Volume 49, No. 1, Spring 2023
The Spring issue contains articles by Edgar Simpson; Anna E. Lindner, Michael Fuhlhage, D.T. Frazier, & Keena Neal; Glen Feighery; and Jeanne S. Criswell, Robert H. Gobetz, & Frederick E. May. Interested in reading these articles? Get information on subscribing here.
Article Abstracts
“Manipulating the Sphere: Mississippi’s Post-Brown Offensive Against White Journalists,” Edgar Simpson
In the months after the US Supreme Court struck down the doctrine of separate but equal in its Brown v. Board of Education decision, the Mississippi legislature passed a series of laws designed to thwart desegregation. Among them was the creation of the state Sovereignty Commission. This study examines the commission’s actions within the context of the public sphere and its attempts to spy on and intimidate White state journalists. This study argues that examining how the commission functioned as a particularly nefarious manifestation of White supremacy within the context of public information is vital to understanding how debate and policy can be shaped.

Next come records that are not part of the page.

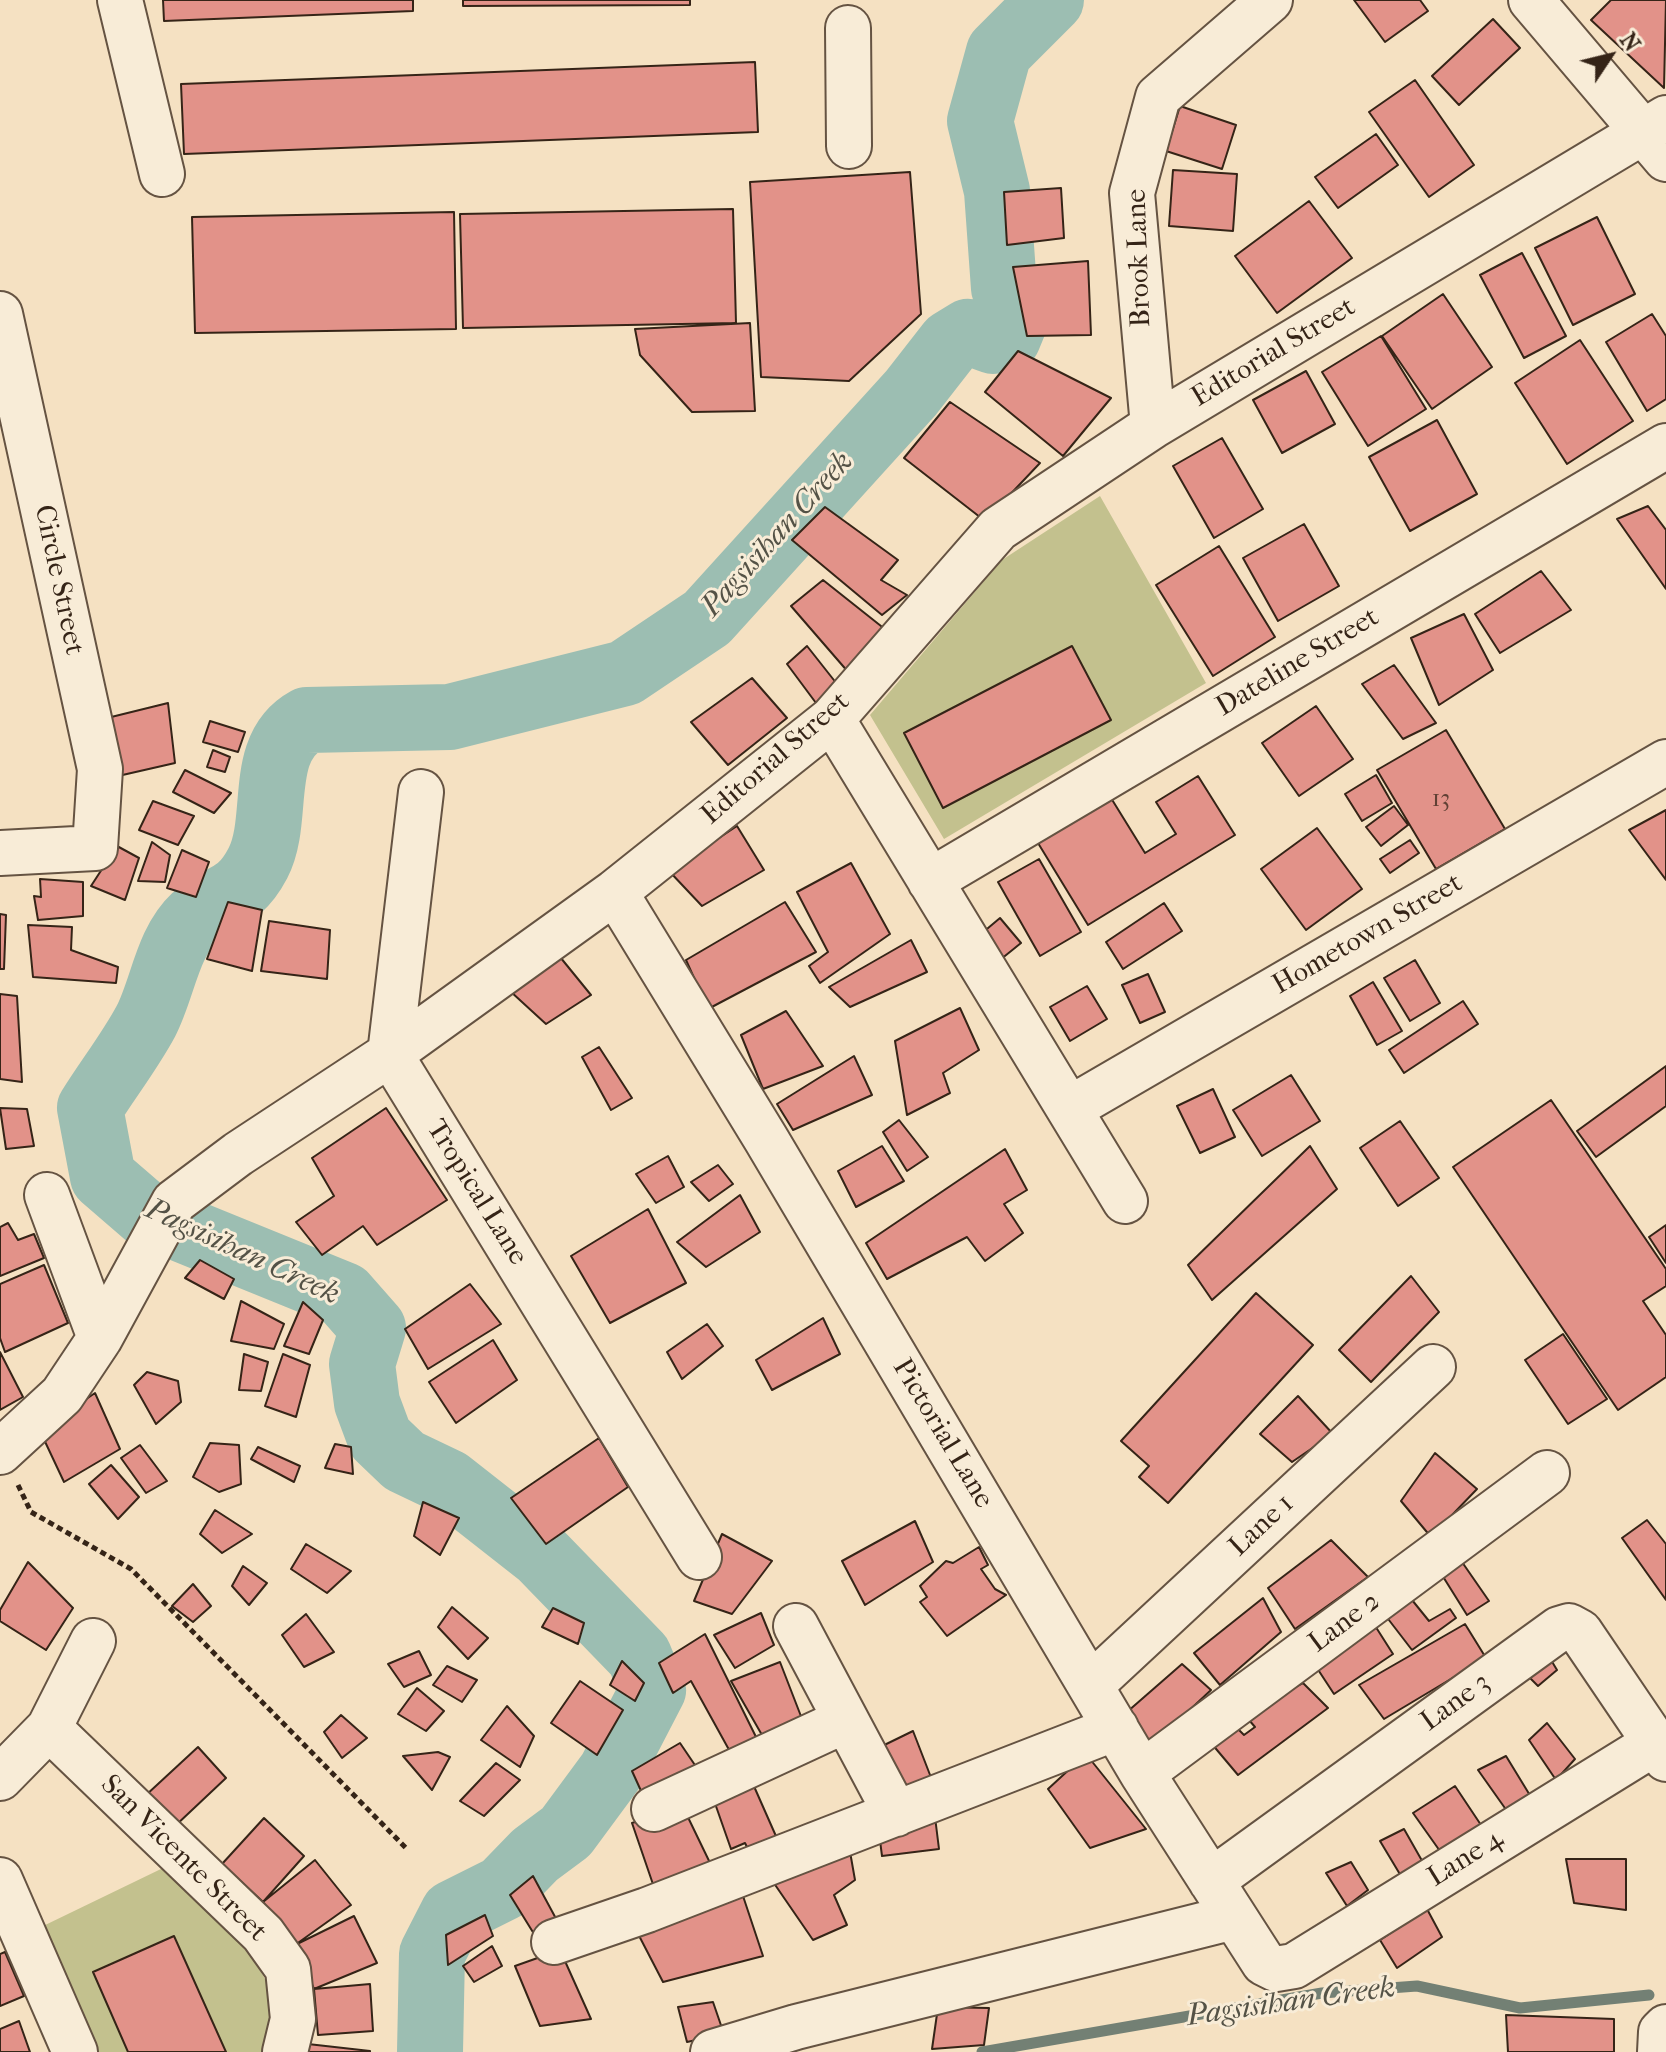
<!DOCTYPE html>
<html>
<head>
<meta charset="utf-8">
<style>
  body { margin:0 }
  #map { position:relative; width:1666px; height:2052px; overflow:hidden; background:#f5e1c2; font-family:"IM FELL French Canon",serif }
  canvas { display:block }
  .north { position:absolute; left:1570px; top:16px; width:80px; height:80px; -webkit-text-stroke:6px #f8ecd7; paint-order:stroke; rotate:55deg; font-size:22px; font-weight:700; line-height:32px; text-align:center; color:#352417 }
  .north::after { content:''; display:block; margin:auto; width:28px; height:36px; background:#352417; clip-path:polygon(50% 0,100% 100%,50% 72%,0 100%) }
</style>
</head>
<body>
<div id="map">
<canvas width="1666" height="2052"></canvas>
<div class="north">N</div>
</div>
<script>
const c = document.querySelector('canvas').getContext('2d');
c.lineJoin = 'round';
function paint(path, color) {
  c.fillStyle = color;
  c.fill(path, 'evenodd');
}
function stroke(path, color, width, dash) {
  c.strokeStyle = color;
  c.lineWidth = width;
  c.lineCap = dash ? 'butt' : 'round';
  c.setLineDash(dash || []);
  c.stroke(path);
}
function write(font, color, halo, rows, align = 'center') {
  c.font = font + ' "IM FELL French Canon",serif';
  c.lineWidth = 6;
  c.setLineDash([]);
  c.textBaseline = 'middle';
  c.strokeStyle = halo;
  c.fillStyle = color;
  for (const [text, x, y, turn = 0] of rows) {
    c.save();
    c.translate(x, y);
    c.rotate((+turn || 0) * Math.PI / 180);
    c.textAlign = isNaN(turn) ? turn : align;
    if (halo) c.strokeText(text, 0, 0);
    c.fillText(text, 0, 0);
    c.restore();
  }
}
const green = new Path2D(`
  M1100,496L1206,683L944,839L870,715L1002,560Z
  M163,1868C194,1899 246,1940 265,1979C276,2001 268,2029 262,2052H93L39,1928Z`);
const stream = new Path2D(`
  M982,2052L1322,1993L1417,1986L1520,2008L1649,1995`);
const river = new Path2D(`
  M430,2052L432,1954L453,1913L503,1888L535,1855L566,1832L611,1771L653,1690L639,1656L541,1555L448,1482L404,1461L380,1438L367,1403L362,1364L373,1328L344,1295L147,1215L103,1177L90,1108C108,1079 130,1051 146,1021C163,988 167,943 195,917C219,893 237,903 258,863C281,818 256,748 307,720L450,717L625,673L707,618L911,393L950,343L968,332L993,341L1008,338L1015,321L1004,288L997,191L980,121L999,52L1051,0`);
const building = new Path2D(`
  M163,0H413V11L164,21Z
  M463,0H690V5L463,6Z
  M1354,0H1420L1428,11L1385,42Z
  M1611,0H1666L1664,88L1591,20Z
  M1493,19L1520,48L1459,105L1432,76Z
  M755,62L758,132L184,154L181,84Z
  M1415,80L1474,165L1429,197L1369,112Z
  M1180,106L1236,125L1222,169L1166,151Z
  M1376,134L1398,165L1338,208L1315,177Z
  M1173,170L1237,174L1233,231L1169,226Z
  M910,172L921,314L849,381L761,377L750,182Z
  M1061,188L1064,238L1007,245L1004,192Z
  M1309,201L1352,258L1277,313L1235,256Z
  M733,209L736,323L463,328L460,214Z
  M454,212L456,329L195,333L192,217Z
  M1597,217L1635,294L1573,325L1535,248Z
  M1522,253L1566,336L1524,358L1480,275Z
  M1088,261L1091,335L1027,336L1013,267Z
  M1443,294L1492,367L1432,409L1382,336Z
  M1652,314L1666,336V399L1647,411L1606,342Z
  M750,323L755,411L692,412L640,355L635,329Z
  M1381,336L1426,409L1368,446L1322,372Z
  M1580,340L1633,421L1567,464L1515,383Z
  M1018,351L1111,398L1063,456L985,392Z
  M1306,371L1335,424L1282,453L1253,400Z
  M950,402L1040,463L985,521L904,458Z
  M1437,420L1477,494L1410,531L1369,457Z
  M1222,438L1263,509L1214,538L1173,466Z
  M1648,506L1666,530V589L1617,519Z
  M825,507L898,560L881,580L907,595L882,615L792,540Z
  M1304,524L1339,586L1278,621L1243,558Z
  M1219,546L1275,637L1213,676L1156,585Z
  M1541,571L1571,610L1500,653L1475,614Z
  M823,580L886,630L849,673L791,606Z
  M1464,614L1493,670L1439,705L1411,638Z
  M807,646L837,684L816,703L787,664Z
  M1072,646L1111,720L943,808L904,733Z
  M1394,665L1436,723L1403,739L1362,684Z
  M752,678L787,718L728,765L691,722Z
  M168,703L175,763L105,779L95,721Z
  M1316,706L1353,759L1299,796L1262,743Z
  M210,721L245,732L238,752L203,742Z
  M1446,730L1505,829L1436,869L1377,770Z
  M213,750L230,757L225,772L207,767Z
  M185,770L231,793L214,813L173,792Z
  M1376,775L1392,803L1362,821L1345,794Z
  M1198,776L1235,835L1088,925L1038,843L1111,798L1145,853L1176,834L1156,802Z
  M153,801L194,816L178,845L139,830Z
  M1394,806L1408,825L1381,846L1366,827Z
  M1666,810V880L1629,830Z
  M737,826L764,870L702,906L669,871Z
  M1317,828L1362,889L1306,930L1261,869Z
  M1410,840L1419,853L1390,873L1380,859Z
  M152,842L170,855L165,882L138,881Z
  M117,846L139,858L125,900L91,886Z
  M182,850L209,862L196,897L167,888Z
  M1039,859L1081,932L1040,956L998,882Z
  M851,863L890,934L820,983L809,966L828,952L797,892Z
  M40,879L83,882V916L38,920L34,896L41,897Z
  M228,902L262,910L252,971L207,959Z
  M785,902L816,952L708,1009L686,960Z
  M1164,903L1182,931L1123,969L1106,942Z
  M0,914L6,915L4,969H0Z
  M1000,918L1021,943L995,964L975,939Z
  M269,921L330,930L327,979L261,971Z
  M28,925L72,927L71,950L118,967L116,983L33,977Z
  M911,940L927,972L850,1007L829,987Z
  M556,952L591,995L546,1024L510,991Z
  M1415,960L1440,1003L1410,1021L1384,978Z
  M1148,974L1165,1012L1140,1023L1122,985Z
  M1373,982L1402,1031L1377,1045L1350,996Z
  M1087,986L1107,1019L1070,1041L1050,1007Z
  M0,994L17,996L22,1082L0,1079Z
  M1463,1001L1478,1024L1404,1073L1389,1050Z
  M960,1008L979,1050L943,1073L950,1093L907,1115L895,1041Z
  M786,1011L823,1066L763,1089L741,1035Z
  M599,1047L632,1098L611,1110L582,1057Z
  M854,1056L872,1095L793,1130L777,1104Z
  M1666,1066V1106L1596,1157L1577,1131Z
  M1291,1075L1320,1121L1262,1156L1233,1110Z
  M1213,1089L1235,1137L1200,1153L1177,1106Z
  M1551,1100L1666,1269V1286L1643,1301L1666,1335V1377L1618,1410L1453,1167Z
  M0,1108L27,1109L34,1146L6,1149Z
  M386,1108L447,1200L377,1245L363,1226L322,1255L296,1222L334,1196L312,1158Z
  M899,1120L928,1157L907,1171L883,1132Z
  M1400,1121L1439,1178L1398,1206L1360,1148Z
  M882,1146L904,1181L856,1207L838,1171Z
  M1310,1146L1337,1189L1212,1300L1188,1265Z
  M1005,1149L1027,1190L1004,1204L1023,1233L985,1261L967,1237L887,1279L866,1243Z
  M668,1156L684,1187L656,1203L636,1174Z
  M718,1165L733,1184L709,1201L691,1182Z
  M740,1195L760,1232L706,1267L677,1242Z
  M648,1209L686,1283L610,1323L571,1256Z
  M8,1223L18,1240L34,1234L44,1258L0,1276V1227Z
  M1666,1225V1263L1649,1237Z
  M200,1260L234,1279L224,1299L185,1278Z
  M44,1265L68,1323L5,1352L0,1338V1284Z
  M1411,1276L1439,1312L1371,1382L1339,1350Z
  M470,1284L501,1324L428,1369L405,1329Z
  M1256,1293L1313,1345L1168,1503L1139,1477L1149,1466L1121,1441Z
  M241,1301L284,1324L274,1349L231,1341Z
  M303,1302L323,1320L309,1354L284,1346Z
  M823,1318L840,1354L772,1390L756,1360Z
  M707,1324L723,1346L682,1379L667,1352Z
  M1563,1334L1607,1399L1568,1424L1525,1360Z
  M493,1340L517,1380L456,1423L429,1382Z
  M0,1352L23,1397L0,1410Z
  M244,1354L268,1362L261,1391L239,1390Z
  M283,1354L310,1365L296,1417L265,1406Z
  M147,1372L178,1381L181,1402L156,1424L134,1385Z
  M95,1393L120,1449L64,1482L40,1431Z
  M1298,1396L1333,1434L1292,1462L1260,1434Z
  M599,1438L628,1487L546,1544L511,1498Z
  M210,1443L239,1445L241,1484L219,1492L193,1477Z
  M335,1444L351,1447L353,1474L325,1468Z
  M140,1445L167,1481L146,1493L121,1458Z
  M258,1447L300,1466L294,1482L251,1459Z
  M1435,1453L1477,1489L1431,1537L1401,1501Z
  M111,1465L139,1497L118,1519L89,1484Z
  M423,1502L459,1518L440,1555L414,1536Z
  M215,1510L252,1534L222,1553L200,1534Z
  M1647,1520L1666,1544V1600L1622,1538Z
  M915,1521L933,1562L865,1605L842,1561Z
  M722,1534L772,1561L732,1614L694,1601Z
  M1331,1540L1368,1577L1295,1629L1268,1588Z
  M306,1544L351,1571L327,1593L291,1569Z
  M979,1547L988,1565L981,1569L995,1589L1006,1595L947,1636L920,1602L927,1597L920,1586L946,1561L953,1563Z
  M28,1562L73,1608L46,1650L0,1621V1610Z
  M1462,1562L1489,1601L1467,1615L1442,1575Z
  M243,1566L267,1583L249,1605L232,1586Z
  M193,1584L211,1606L193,1622L172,1606Z
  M1408,1595L1429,1621L1450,1609L1456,1618L1412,1650L1382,1611Z
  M1263,1598L1281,1632L1220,1685L1194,1653Z
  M452,1607L488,1638L468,1659L438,1627Z
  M553,1608L584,1623L578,1644L542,1627Z
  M761,1613L774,1645L735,1668L714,1635Z
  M306,1614L334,1652L304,1667L282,1635Z
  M1372,1621L1393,1654L1334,1694L1313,1662Z
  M1465,1624L1486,1658L1384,1719L1359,1685Z
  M705,1634L760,1745L733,1757L691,1681L673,1693L659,1663Z
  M419,1651L431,1675L404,1687L388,1664Z
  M1548,1655L1557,1670L1538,1686L1523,1671Z
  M622,1661L644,1683L635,1701L610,1685Z
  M780,1662L804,1724L766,1742L731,1681Z
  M1182,1664L1211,1690L1148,1749L1127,1712Z
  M447,1666L477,1680L462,1702L433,1685Z
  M580,1681L623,1710L597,1755L551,1723Z
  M1303,1683L1328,1708L1238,1775L1206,1737L1228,1719L1244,1735L1255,1727L1243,1713Z
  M417,1688L444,1711L426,1731L398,1714Z
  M507,1706L534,1736L520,1767L481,1740Z
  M341,1715L367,1738L342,1758L324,1732Z
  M1547,1723L1575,1759L1556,1780L1529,1740Z
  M913,1731L932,1780L894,1800L870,1752Z
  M680,1743L701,1774L647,1804L632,1771Z
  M198,1747L226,1778L174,1827L145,1796Z
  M438,1752L450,1757L432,1790L403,1756Z
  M1086,1754L1146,1829L1090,1848L1048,1789Z
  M1506,1756L1531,1797L1507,1811L1478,1770Z
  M496,1763L520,1780L484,1816L460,1801Z
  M749,1775L783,1852L754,1861L745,1843L731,1849L711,1792Z
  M1455,1786L1487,1834L1447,1861L1413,1813Z
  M683,1807L712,1867L656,1893L632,1823Z
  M935,1817L939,1849L882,1856L878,1825Z
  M264,1818L304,1856L263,1902L222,1864Z
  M1404,1829L1425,1866L1401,1876L1380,1841Z
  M849,1846L855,1880L834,1895L847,1925L813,1940L769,1876Z
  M1566,1859H1626V1910L1574,1903Z
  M315,1860L351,1905L295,1945L263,1902Z
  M1351,1862L1368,1890L1347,1906L1326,1873Z
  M533,1876L560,1926L539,1942L510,1895Z
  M742,1893L763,1956L663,1982L635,1928Z
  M1427,1909L1442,1937L1397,1968L1380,1940Z
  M485,1915L493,1936L448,1965L446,1935Z
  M354,1916L377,1963L314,1989L295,1945Z
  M174,1936L226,2052H128L93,1972Z
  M492,1946L502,1966L474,1982L463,1966Z
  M560,1950L591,2019L540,2026L515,1966Z
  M5,1952L24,1996L0,2006V1954Z
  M370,1984L373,2031L318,2035L314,1989Z
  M713,2002L724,2034L687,2042L678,2007Z
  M938,2007L989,2008L984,2045L932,2049Z
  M1506,2015L1614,2019V2052H1508Z
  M19,2021L30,2052H0V2029Z
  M299,2043L370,2051V2052H298Z`);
const path = new Path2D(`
  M18,1485L31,1512L131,1569L407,1849`);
const minor = new Path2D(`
  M120,0L162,174
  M1531,0L1666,159
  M848,28L849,146
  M0,314L100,769L95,848L0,853
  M1153,426L1132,193L1158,97L1270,0
  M832,719L1125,1201
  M421,792L390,1054L699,1557
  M930,881L1666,446
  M615,892L766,1139L1142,1773L1264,1963L1276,1969L1294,1966L1655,1743
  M1069,1109L1666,762
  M47,1195L100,1338
  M0,1452L62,1395L100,1338L174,1202L238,1154L390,1054L615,892L832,719L998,529L1153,426L1666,118
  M796,1626L896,1814
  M1091,1685L1433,1367
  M49,1728L263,1934L288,1969L293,2019L285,2052
  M1142,1773L1547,1473
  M0,1778L49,1728L93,1641
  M654,1809L844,1721
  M0,1880L75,2052
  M1211,1881L1559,1629L1569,1626L1580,1632L1666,1759
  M554,1942L647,1910L1116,1728
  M713,2052L796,2027L1234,1917
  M1660,2052L1661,2032L1666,2027`);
const numberNames = [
  ["13",1441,800]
];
const streetNames = [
  ["Brook Lane",1140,258,-92],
  ["Editorial Street",1274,353,-31],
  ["Circle Street",58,580,78],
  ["Dateline Street",1298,663,-31],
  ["Editorial Street",776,759,-41],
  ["Hometown Street",1368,935,-30],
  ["Tropical Lane",476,1193,58],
  ["Pictorial Lane",942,1434,59],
  ["Lane 1",1262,1526,-43],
  ["Lane 2",1345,1623,-37],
  ["Lane 3",1456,1703,-36],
  ["San Vicente Street",183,1859,45],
  ["Lane 4",1466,1859,-32]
];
const waterNames = [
  ["Pagsisihan Creek",778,535,-48],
  ["Pagsisihan Creek",242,1253,25],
  ["Pagsisihan Creek",1291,2003,-8]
];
paint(green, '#c3c18e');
stroke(stream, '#738074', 11);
stroke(river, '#9cbeb2', 66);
paint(building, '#e29289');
stroke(building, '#352417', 2);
stroke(minor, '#655342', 48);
stroke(path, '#352417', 5, [6, 4]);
stroke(minor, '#f8ecd7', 44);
write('24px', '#604034', null, numberNames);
write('28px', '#352417', '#f8ecd7', streetNames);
write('italic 30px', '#545246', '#f8ecd7', waterNames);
</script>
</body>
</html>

“’If Ever Saints Wept and Hell Rejoiced, It Must Have Been Over the Passage of That Law’: The 1850 Fugitive Slave Act in Detroit River Borderland Newspapers, 1851-1852,” Anna E. Lindner, Michael Fuhlhage, D.T. Frazier, & Keena Neal
The passage of the Fugitive Slave Act in 1850 raised the stakes for antislavery Whites and people of African descent in the United States by making resistance to slave catchers a federal crime. This study uses historical theme analysis to examine the rhetoric employed by newspapers in the Detroit River Borderland, which connected Michigan to Canada West, to promote or resist the Fugitive Slave Act from 1851 to 1852. While the Canada-based Voice of the Fugitive, edited by the formerly enslaved Henry Bibb, and the Michigan Christian Herald, a Baptist antislavery newspaper in Detroit, argued that the Fugitive Slave Act was unconstitutional and immoral, the proslavery Detroit Free Press supported the Act. These differing stances evince the divisiveness of the Fugitive Slave Act, which had been developed as a compromise measure a decade before the US was divided by civil war.
“Wear the Blue Star: Frontier Values vs. Environmentalism in News Coverage of Colorado River Dams, 1954-1956,” Glen Feighery
This study examines news coverage of a federal project that resulted in the building of Glen Canyon Dam on the Colorado River and sparked an environmental controversy. The project pitted boosters against conservationists, and this research illustrates how western newspapers promoted growth through dams and irrigation. Acknowledging the region in which several newspapers operated, this study uses New Western History to better understand journalism history by highlighting the harsh landscape and the persistence of pioneer values in the 1950s. This research also introduces a new element of environmental journalism history by adding to understanding of such reporting in the 1950s and by approaching the dam controversy from the perspective of journalism rather than environmentalism. Whether newspapers focused on growth and prosperity or preserving natural beauty, their coverage reflected the complexity of the region and its ecosystem.
“The Arizona Republic and the Indianapolis Star: A Comparative Analysis of Content Changes After Purchase by Gannett,” Jeanne S. Criswell, Robert H. Gobetz, & Frederick E. May
Gannett’s purchase of the Arizona Republic and the Indianapolis Star in 2000 created fertile and historically uncommon conditions for considering ownership’s impact on news coverage. This study provides quantitative evidence that a local newspaper’s quality before an ownership change substantially influences whether a new ownership model will have a positive, negative, or neutral effect. The two newspapers’ similar characteristics, shared ownership history, and simultaneous purchase undergird this study’s quantitative evidence and reduce the influence of variables that could account for inconsistencies in previous content analyses, including those specifically examining the effects of a Gannett purchase. In this case, Gannett ownership had a significantly more detrimental impact on the Republic than on the Star. The study also suggests implications for the USA Today Network and the evolutionary arc of commercial journalism, particularly in view of the Gannett and GateHouse merger.